The homepage is composed of an explanation of the project and the archive. As you go through the tabs, you see the Archigram Magazine issues, the projects on a timeline, shows, the six members of Archigram and information about the movement, the group, the research group who run the website and supplemental texts. The project creates an exhibition for archives and a timeline to track the changes in the movement within 20 years.

As you go through the images in the gallery, it gives the information about the image and it is really easy to use. I also like how visually appealing the archive is. It is also really easy to navigate through the website and as I went through the tabs, the project became more clear. I like how you can see the same data in different ways as slideshows or dates. I also like the timeline idea, since it would give an idea about how the movement and the style changed within time. However, I couldn’t get it to work. Also, besides the exhibition, although it was easy to navigate, I didn’t really enjoy the design of the website.

The Prague Spring Archive is an online portal for the Prague Spring archival materials within Texas ScholarWorks and the Lyndon Baines Johnson Presidential Library. The site was built by Ian Goodale, the Russian, East European, and Eurasian & Digital Scholarship Librarian at the University of Texas at Austin, with the cooperation of the Center for Russian, East European, and Eurasian Studies at UT Austin and the LBJ Presidential Library.

Ongoing digitization work for the project is being performed by Ian Goodale and Nicole Marino, and early digitization efforts and project organization was done by Mary Rader and Esmeralda Moscatelli. All of the digitized images from the Prague Spring materials at the LBJ Presidential Library are housed in Texas ScholarWorks.

The project uses Scalar as the main platform. Timeline and data visualization techniques are used in the project. The homepage gives the directions on how to navigate through the website and documents are categorized by archival holdings. Pages include a collection of key documents, the key figures who led and contributed to the Prague Spring, the timeline of the events, information about Texas ScholarWorks and how to find additional documents.

I like this project, because it’s design is really smooth and you can see the same information in different ways which is helpful in seeing different patterns whether it is through the timeline or data visualization. However, since it is an ongoing project and not completed, some parts in data visualization and the timeline are not complete.

Jazz Instruments and Their Women is an archive containing the stories/biographies of 8 successful jazz musicians. The aim of the project is to provide the users with information about the chosen artists’ lives on and off stage and have the users understand and appreciate the different experiences women in jazz had based on the instrument she played.

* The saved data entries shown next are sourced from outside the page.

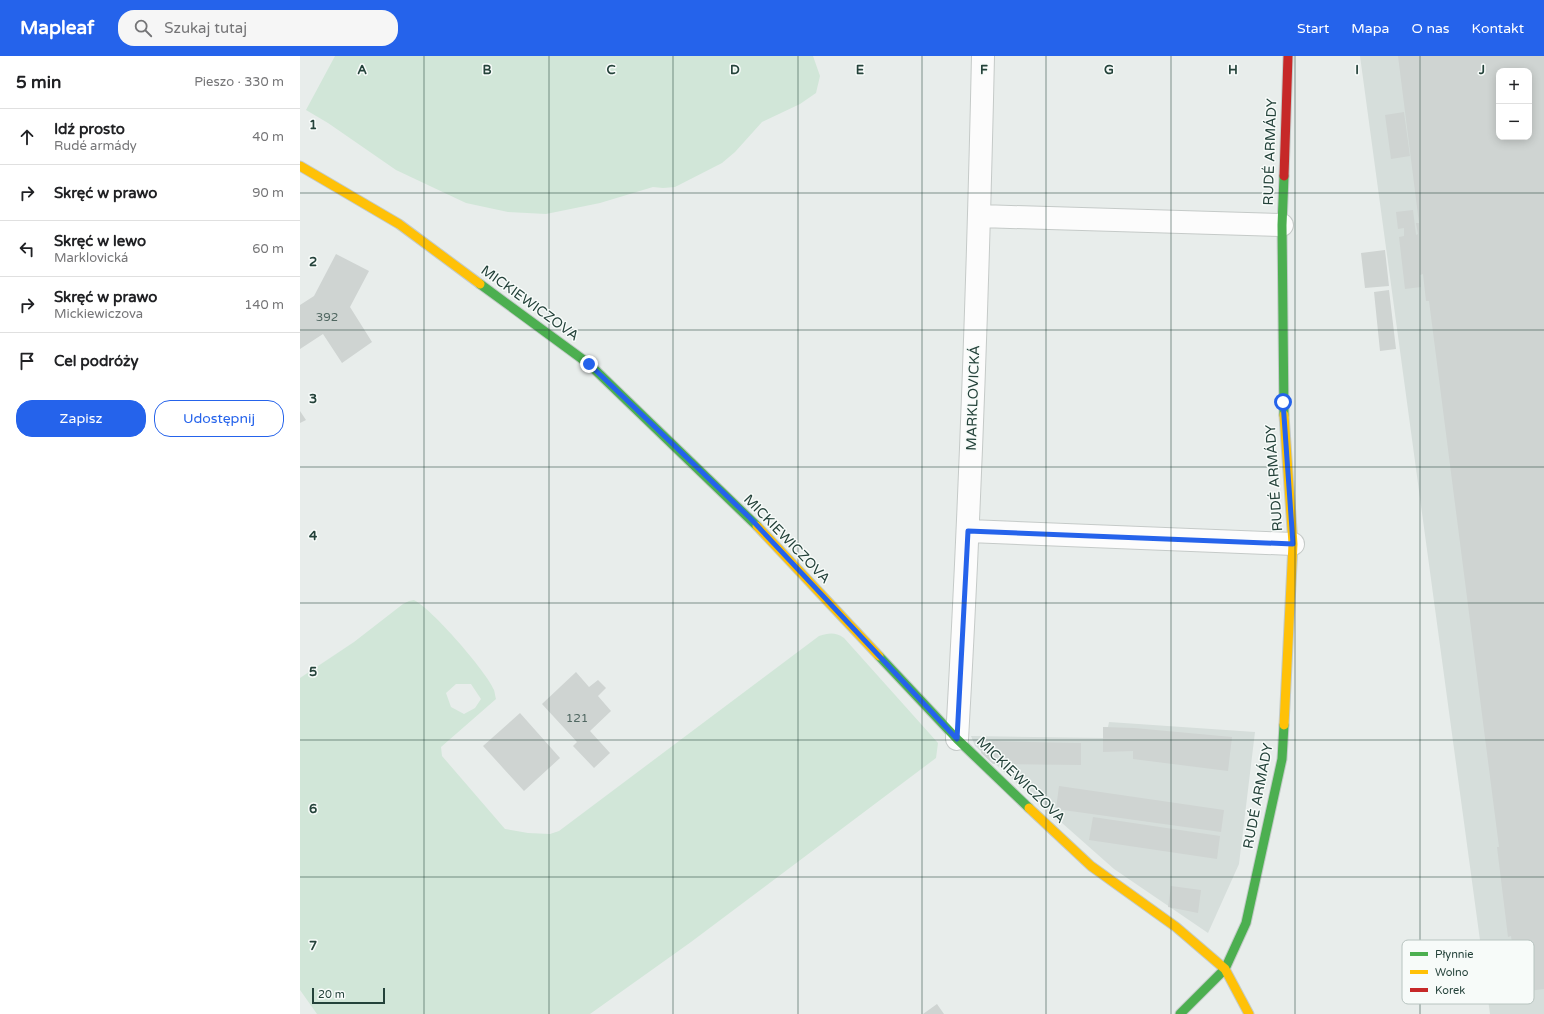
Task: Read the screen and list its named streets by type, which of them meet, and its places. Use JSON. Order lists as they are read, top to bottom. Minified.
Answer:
{"streets":{"street":["RUDÉ ARMÁDY","MICKIEWICZOVA","MARKLOVICKÁ"]},"crossings":[["RUDÉ ARMÁDY","MICKIEWICZOVA"],["MICKIEWICZOVA","MARKLOVICKÁ"]],"house_numbers":["392","121"],"legend":["Płynnie","Wolno","Korek"],"scale_bar":"20 m","page":{"header":"Mapleaf","search":"Szukaj tutaj","nav":["Start","Mapa","O nas","Kontakt"],"heading":["5 min","Pieszo · 330 m"],"map_buttons":["+","−"],"list":[["Idź prosto","Rudé armády","40 m"],["Skręć w prawo","90 m"],["Skręć w lewo","Marklovická","60 m"],["Skręć w prawo","Mickiewiczova","140 m"],"Cel podróży"],"buttons":["Zapisz","Udostępnij"],"scale":"20 m"},"grid":{"columns":["A","B","C","D","E","F","G","H","I","J"],"rows":["1","2","3","4","5","6","7"]}}
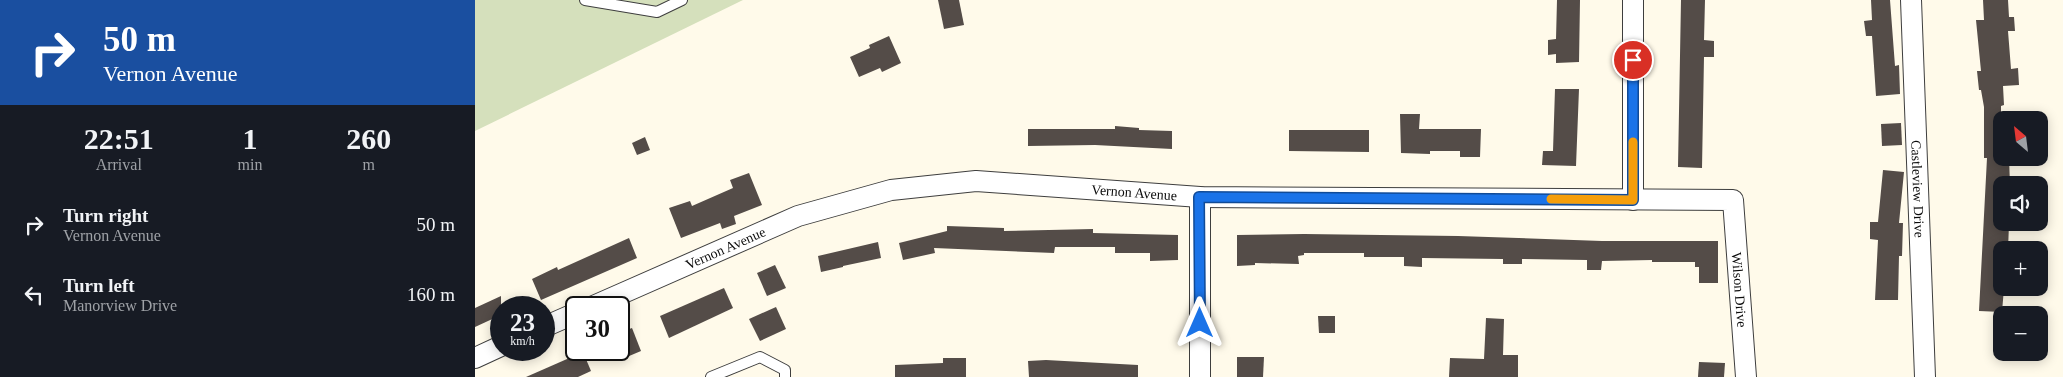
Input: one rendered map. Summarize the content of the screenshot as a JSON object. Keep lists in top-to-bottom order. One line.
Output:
{"streets":{"street":["Castleview Drive","Vernon Avenue","Wilson Drive"]},"crossings":[["Vernon Avenue","Wilson Drive"]],"north":"top left","page":{"turn":["50 m","Vernon Avenue"],"eta":["22:51","Arrival","1","min","260","m"],"map_buttons":["+","−"],"list":[{"name":"Turn right","note":"Vernon Avenue","value":"50 m"},{"name":"Turn left","note":"Manorview Drive","value":"160 m"}],"speed":"23 km/h","limit":"30"}}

The homepage introduces the project and explains how the website is structured. The biographies are categorized by the instrument the musician plays. The project focuses on vocalists, drummers, pianists and saxophonists and each category contains two musicians. The project also attempts to highlight the different experiences women jazz artists had in relation to their race. In order to include race in the project, there is one black and one white musician per instrument.

The project uses Scalar platform. It also uses a mapping technique, to map each artist’s life, and data visualization. The map includes both a linear path and information about each pin-point or each significant location. Although the 4 builders of the project wanted the maps to be interactive, they didn’t have the time to complete it.

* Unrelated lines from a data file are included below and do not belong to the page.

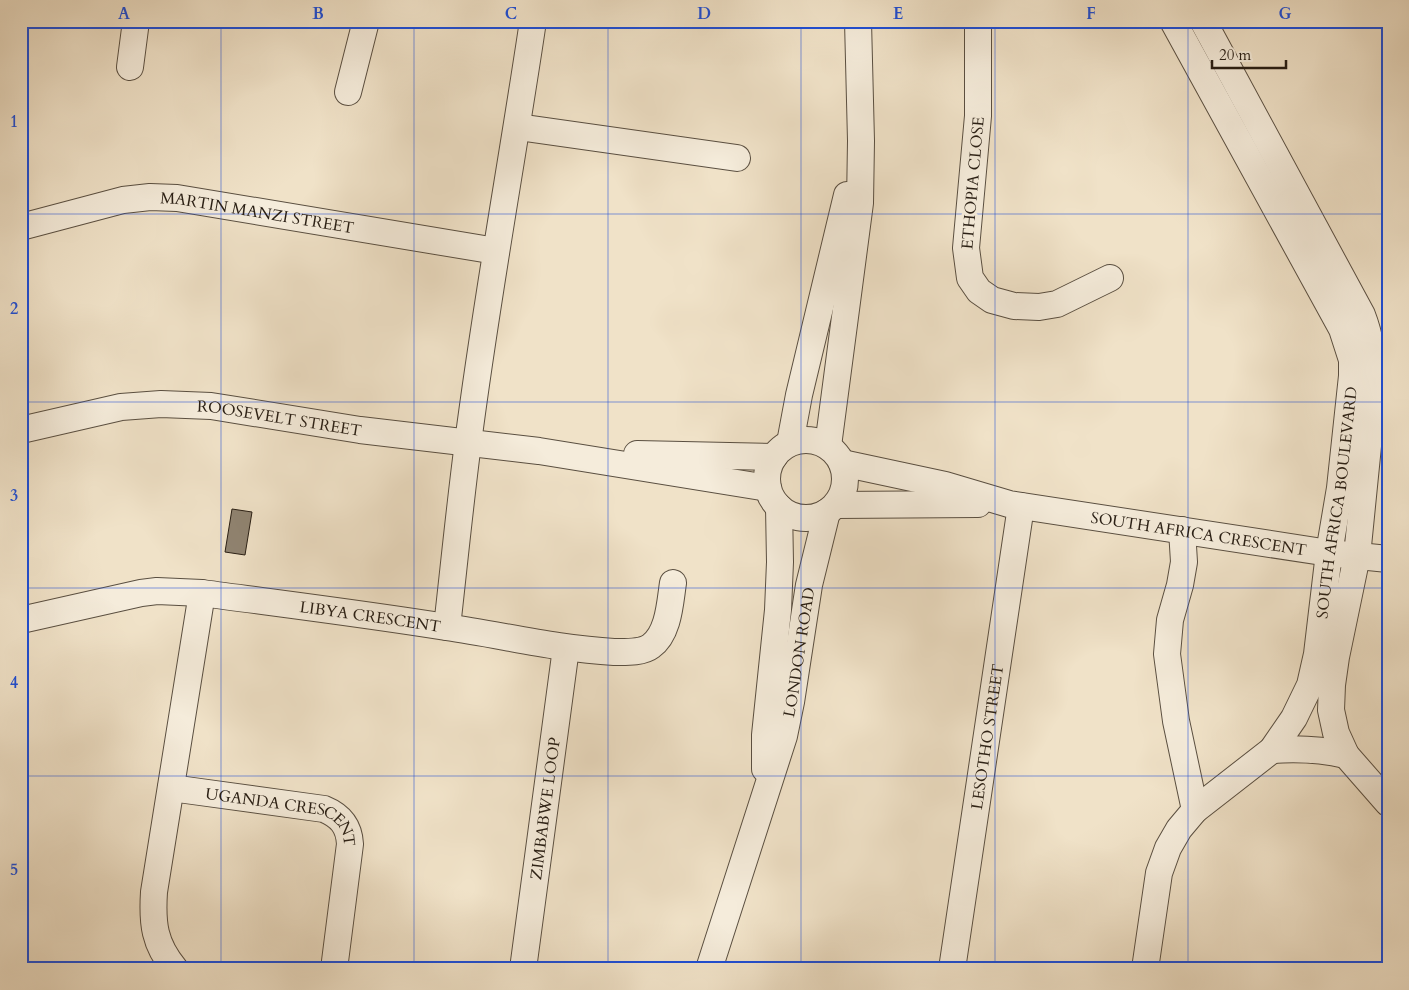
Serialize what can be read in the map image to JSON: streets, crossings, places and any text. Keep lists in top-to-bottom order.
{
  "streets": {
    "street": [
      "ETHOPIA CLOSE",
      "MARTIN MANZI STREET",
      "ROOSEVELT STREET",
      "SOUTH AFRICA BOULEVARD",
      "SOUTH AFRICA CRESCENT",
      "LIBYA CRESCENT",
      "LONDON ROAD",
      "LESOTHO STREET",
      "ZIMBABWE LOOP",
      "UGANDA CRESCENT"
    ]
  },
  "crossings": [
    ["ROOSEVELT STREET", "SOUTH AFRICA CRESCENT"],
    ["ROOSEVELT STREET", "LONDON ROAD"],
    ["SOUTH AFRICA BOULEVARD", "SOUTH AFRICA CRESCENT"],
    ["SOUTH AFRICA CRESCENT", "LONDON ROAD"],
    ["SOUTH AFRICA CRESCENT", "LESOTHO STREET"],
    ["LIBYA CRESCENT", "ZIMBABWE LOOP"],
    ["LIBYA CRESCENT", "UGANDA CRESCENT"]
  ],
  "scale_bar": "20 m",
  "grid": {
    "columns": [
      "A",
      "B",
      "C",
      "D",
      "E",
      "F",
      "G"
    ],
    "rows": [
      "1",
      "2",
      "3",
      "4",
      "5"
    ]
  }
}
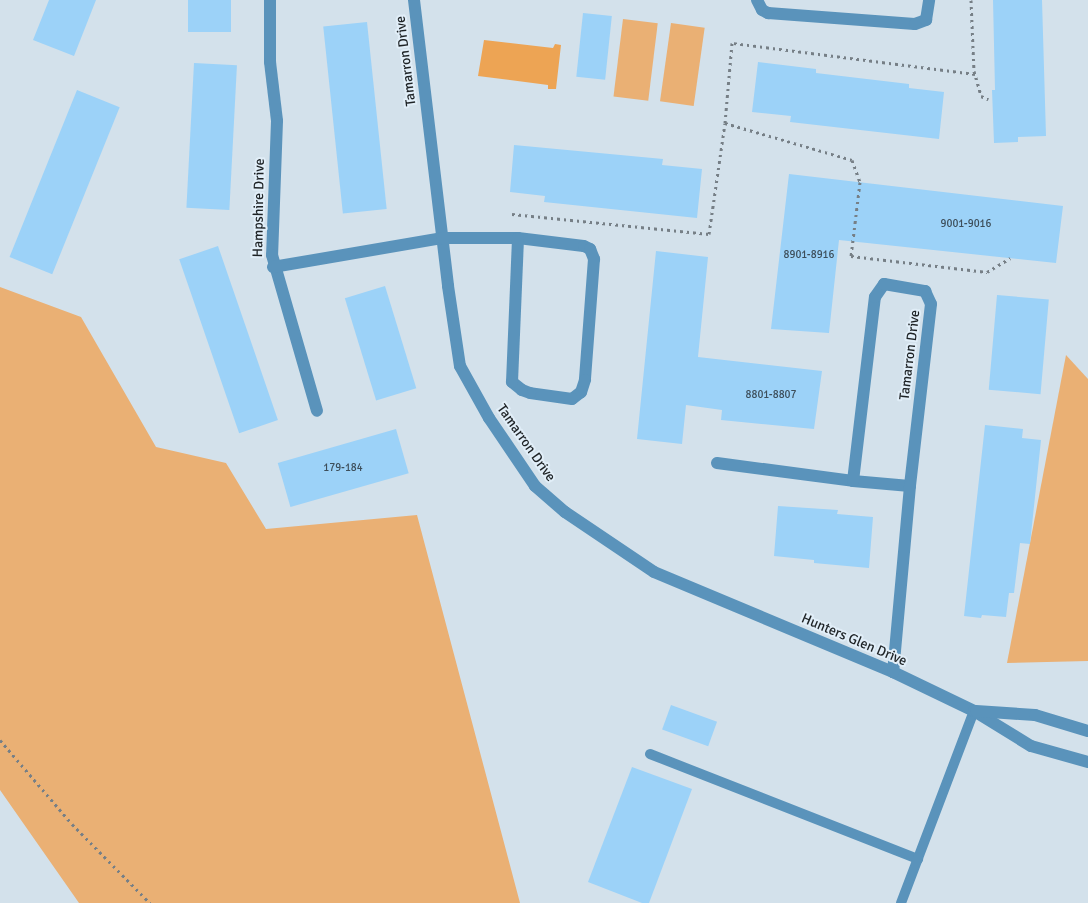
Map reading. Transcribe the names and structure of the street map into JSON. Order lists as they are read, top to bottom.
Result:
{
  "streets": {
    "street": ["Tamarron Drive", "Hampshire Drive", "Hunters Glen Drive"]
  },
  "crossings": [
    ["Tamarron Drive", "Hampshire Drive"],
    ["Tamarron Drive", "Hunters Glen Drive"]
  ],
  "house_numbers": [
    "9001-9016",
    "8901-8916",
    "8801-8807",
    "179-184"
  ]
}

What I like about this project is that there is a project thesis page, so the users can easily see the purpose of the project before they delve into the biographies and stories. The project is also really transparent. Once you go to Process page, everything is explained step by step clearly.

Daniel Gonzalez

Soweto Historical GIS Project 

The Soweto Historical GIS Project’s (SHGIS) objective is “to build a multi-layered historical geographic information system that explores the social, economic and political dimensions of urban development under South African apartheid regimes (1904/1948-1994) in Johannesburg’s all-black township of Soweto.” Soweto was created to segregate black South Africans from white. The website uses geography to look at how violence, resistance, and freedom contributed to the anti-apartheid movement in South Africa. It looks at a very detailed town and how it relates to an apartheid state. After creating the database, the idea is to then use a wider range of spatial features. The fundamental question of the project is this: can you map residents’ resistance. In an updated post about the project- the creators seemed to have narrowed down one independent variable, population density over time, as the vital factor of the types of resistance employed by township residents.

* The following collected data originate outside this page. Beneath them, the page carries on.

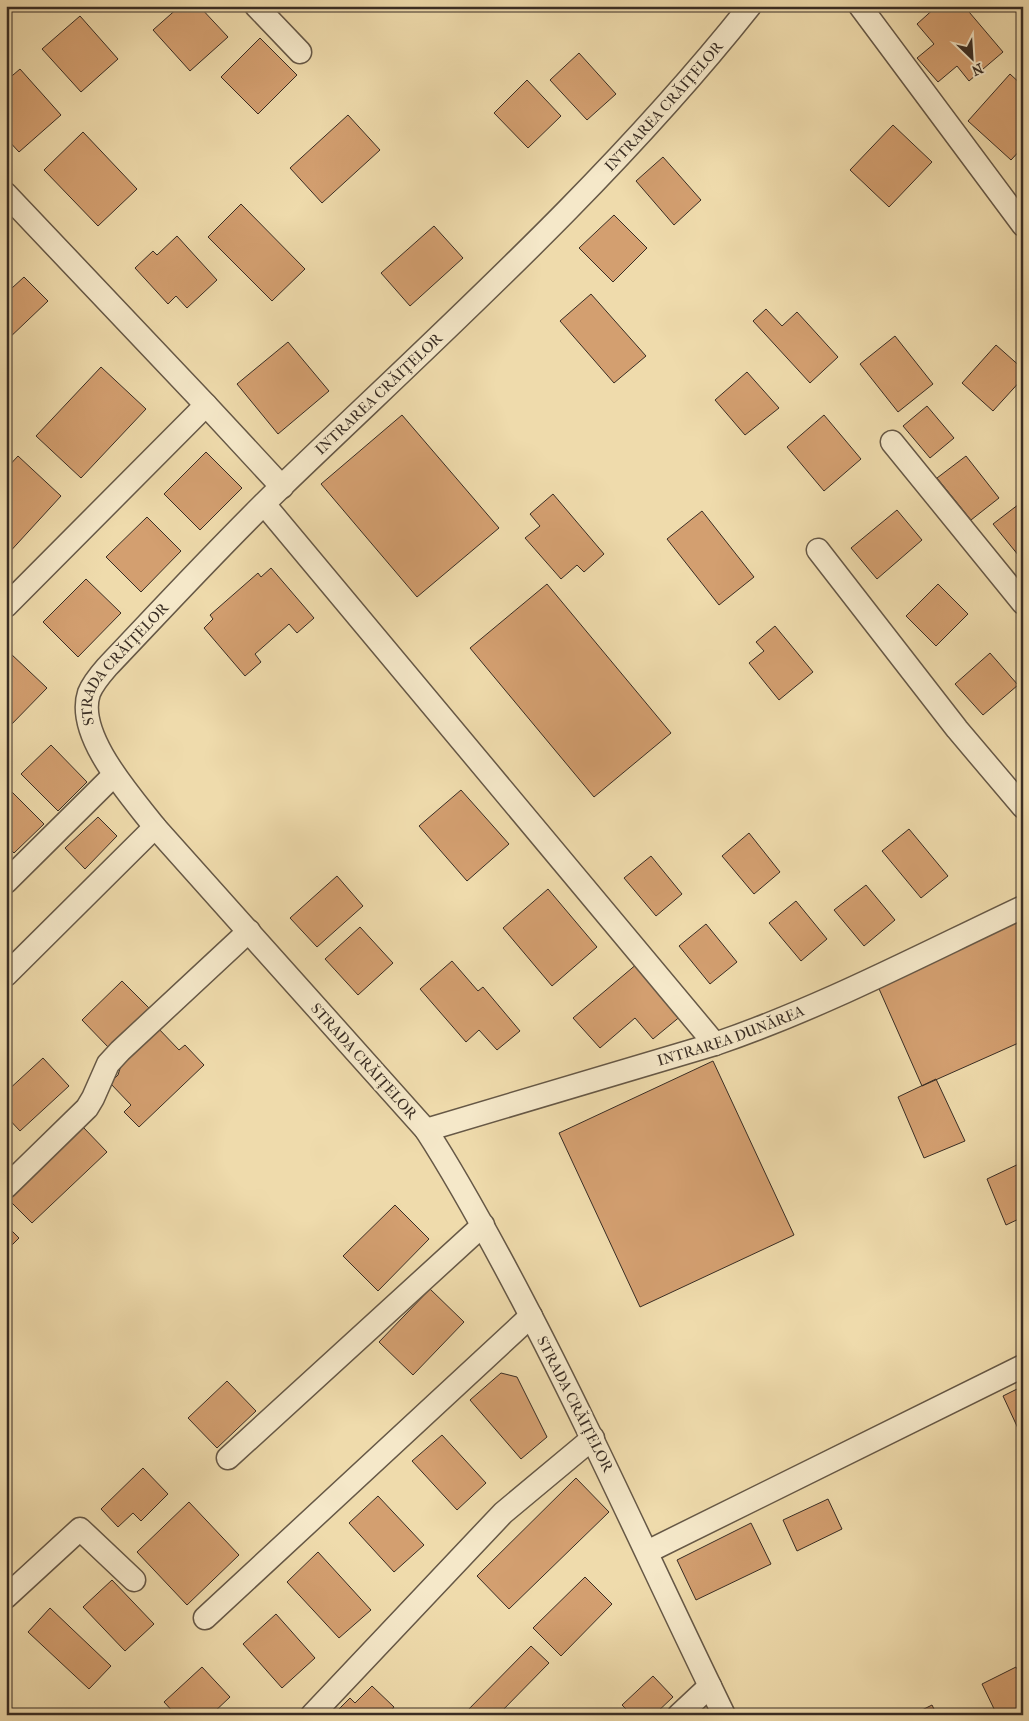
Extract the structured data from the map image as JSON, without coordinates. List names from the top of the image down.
{
  "streets": {
    "street": ["INTRAREA CRĂIȚELOR", "STRADA CRĂIȚELOR", "INTRAREA DUNĂREA"]
  },
  "crossings": [
    ["INTRAREA CRĂIȚELOR", "STRADA CRĂIȚELOR"],
    ["STRADA CRĂIȚELOR", "INTRAREA DUNĂREA"]
  ],
  "north": "bottom right"
}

This project began with Angel David Nieves, Co-Director of the Digital Humanities Initiative. It then expanded to include three undergraduate students in the Department of Geography at Middlebury College. It was inspired by and drawn upon thirty-nine largely unseen maps, architectural plans and drawings in the National Archives of South Africa. The project started in 2010 and continues to this day. There is no tangible 3D/GIS mapping system available to the public yet (at least that I found). Instead, there is a blog that explains what has been going on with the project and in which direction they are heading. This blog is very informative in the sense that it gives a clearer understanding of what has been accomplished. Scrolling through the blog, I found an indication of funding for the project. In conjunction with Kim Gallon from Purdue University they were awarded $245,299 in 2014 to support a three-week summer institute and a follow-up workshop for 20 participants to explore spatial approaches to Africana Studies.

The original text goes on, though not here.